* Saved data entries *
####################

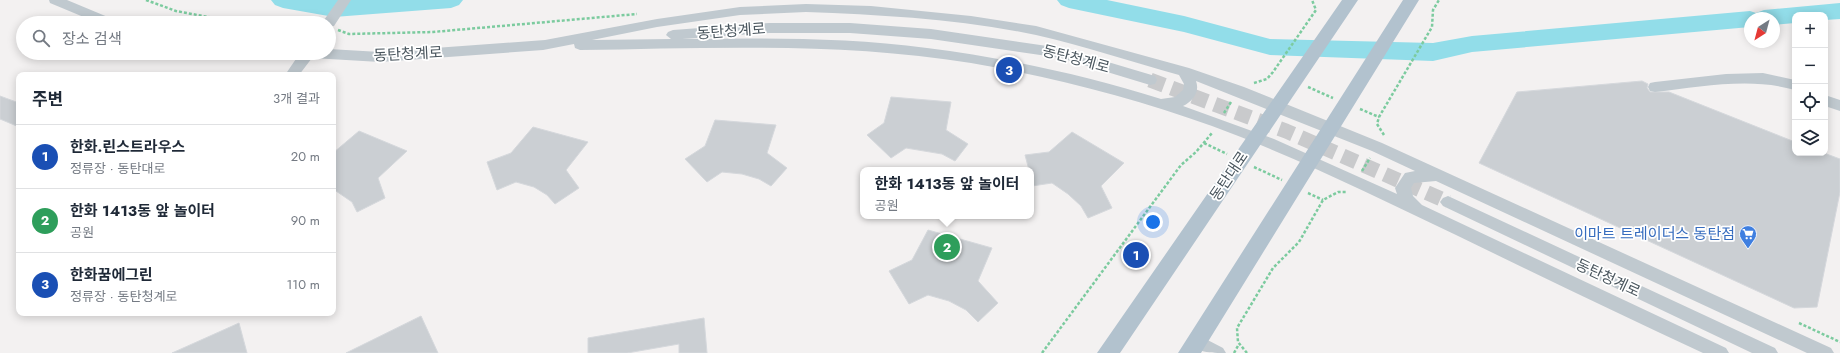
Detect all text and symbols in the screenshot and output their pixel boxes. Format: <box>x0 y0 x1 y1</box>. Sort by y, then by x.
north arrow <box>1744 12 1780 48</box>
map controls <box>1792 12 1828 156</box>
button: + <box>1792 12 1828 48</box>
search box <box>16 16 336 60</box>
street label: 동탄청계로 <box>696 18 766 44</box>
icon: search <box>30 27 52 49</box>
text: 장소 검색 <box>62 28 122 50</box>
street label: 동탄청계로 <box>1040 39 1112 79</box>
street label: 동탄청계로 <box>373 41 443 67</box>
button: − <box>1792 48 1828 84</box>
pin: 3 <box>996 55 1022 85</box>
button: locate <box>1792 84 1828 120</box>
text: 주변 <box>32 87 63 111</box>
text: 3개 결과 <box>273 89 320 108</box>
button: layers <box>1792 120 1828 156</box>
text: 한화.린스트라우스 <box>70 136 185 158</box>
text: 1 <box>42 147 48 166</box>
text: 20 m <box>291 147 320 166</box>
street label: 동탄대로 <box>1204 147 1254 205</box>
text: 정류장 · 동탄대로 <box>70 159 165 178</box>
popup <box>860 167 1034 219</box>
text: 한화 1413동 앞 놀이터 <box>874 173 1020 195</box>
text: 공원 <box>874 196 898 215</box>
text: 한화 1413동 앞 놀이터 <box>70 200 215 222</box>
text: 2 <box>41 211 49 230</box>
text: 90 m <box>291 211 320 230</box>
your location <box>1143 212 1163 232</box>
text: 공원 <box>70 223 94 242</box>
place label: 이마트 트레이더스 동탄점 <box>1574 223 1735 245</box>
supermarket icon: 이마트 트레이더스 동탄점 <box>1738 224 1758 249</box>
pin: 2 <box>934 232 960 262</box>
pin: 1 <box>1123 240 1149 270</box>
street label: 동탄청계로 <box>1572 253 1644 303</box>
text: 한화꿈에그린 <box>70 264 153 286</box>
text: 3 <box>41 275 49 294</box>
text: 110 m <box>286 275 320 294</box>
text: 정류장 · 동탄청계로 <box>70 287 177 306</box>

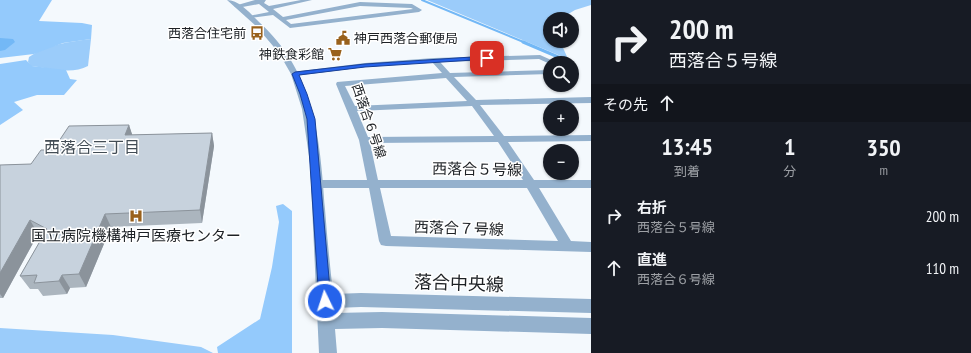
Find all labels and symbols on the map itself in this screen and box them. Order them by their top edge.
place label: 西落合住宅前 [168,25,246,42]
bus stop icon: 西落合住宅前 [249,25,265,41]
public building icon: 神戸西落合郵便局 [335,30,351,46]
place label: 神戸西落合郵便局 [354,30,458,47]
pin [470,41,504,75]
place label: 神鉄食彩館 [259,46,324,63]
supermarket icon: 神鉄食彩館 [327,46,343,62]
street label: 西落合６号線 [348,81,390,161]
district label: 西落合三丁目 [44,137,140,157]
street label: 西落合５号線 [432,159,522,179]
hospital icon: 国立病院機構神戸医療センター [128,208,144,224]
street label: 西落合７号線 [414,217,504,239]
place label: 国立病院機構神戸医療センター [31,226,241,245]
street label: 落合中央線 [414,270,504,296]
position arrow [304,280,346,322]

####################

Your task is to set down the records shown above exactly, minus any pictures.

Detect all text and symbols in the screenshot and output their pixel boxes. Format: <box>x0 y0 x1 y1</box>. Sort by y, then by x.
north arrow <box>1744 12 1780 48</box>
map controls <box>1792 12 1828 156</box>
button: + <box>1792 12 1828 48</box>
search box <box>16 16 336 60</box>
street label: 동탄청계로 <box>696 18 766 44</box>
icon: search <box>30 27 52 49</box>
text: 장소 검색 <box>62 28 122 50</box>
street label: 동탄청계로 <box>1040 39 1112 79</box>
street label: 동탄청계로 <box>373 41 443 67</box>
button: − <box>1792 48 1828 84</box>
pin: 3 <box>996 55 1022 85</box>
button: locate <box>1792 84 1828 120</box>
text: 주변 <box>32 87 63 111</box>
text: 3개 결과 <box>273 89 320 108</box>
button: layers <box>1792 120 1828 156</box>
text: 한화.린스트라우스 <box>70 136 185 158</box>
text: 1 <box>42 147 48 166</box>
text: 20 m <box>291 147 320 166</box>
street label: 동탄대로 <box>1204 147 1254 205</box>
text: 정류장 · 동탄대로 <box>70 159 165 178</box>
popup <box>860 167 1034 219</box>
text: 한화 1413동 앞 놀이터 <box>874 173 1020 195</box>
text: 공원 <box>874 196 898 215</box>
text: 한화 1413동 앞 놀이터 <box>70 200 215 222</box>
text: 2 <box>41 211 49 230</box>
text: 90 m <box>291 211 320 230</box>
your location <box>1143 212 1163 232</box>
text: 공원 <box>70 223 94 242</box>
place label: 이마트 트레이더스 동탄점 <box>1574 223 1735 245</box>
supermarket icon: 이마트 트레이더스 동탄점 <box>1738 224 1758 249</box>
pin: 2 <box>934 232 960 262</box>
pin: 1 <box>1123 240 1149 270</box>
street label: 동탄청계로 <box>1572 253 1644 303</box>
text: 한화꿈에그린 <box>70 264 153 286</box>
text: 3 <box>41 275 49 294</box>
text: 110 m <box>286 275 320 294</box>
text: 정류장 · 동탄청계로 <box>70 287 177 306</box>

Find all labels and symbols on the map itself in this screen and box them. Order them by their top edge.
place label: 西落合住宅前 [168,25,246,42]
bus stop icon: 西落合住宅前 [249,25,265,41]
public building icon: 神戸西落合郵便局 [335,30,351,46]
place label: 神戸西落合郵便局 [354,30,458,47]
pin [470,41,504,75]
place label: 神鉄食彩館 [259,46,324,63]
supermarket icon: 神鉄食彩館 [327,46,343,62]
street label: 西落合６号線 [348,81,390,161]
district label: 西落合三丁目 [44,137,140,157]
street label: 西落合５号線 [432,159,522,179]
hospital icon: 国立病院機構神戸医療センター [128,208,144,224]
street label: 西落合７号線 [414,217,504,239]
place label: 国立病院機構神戸医療センター [31,226,241,245]
street label: 落合中央線 [414,270,504,296]
position arrow [304,280,346,322]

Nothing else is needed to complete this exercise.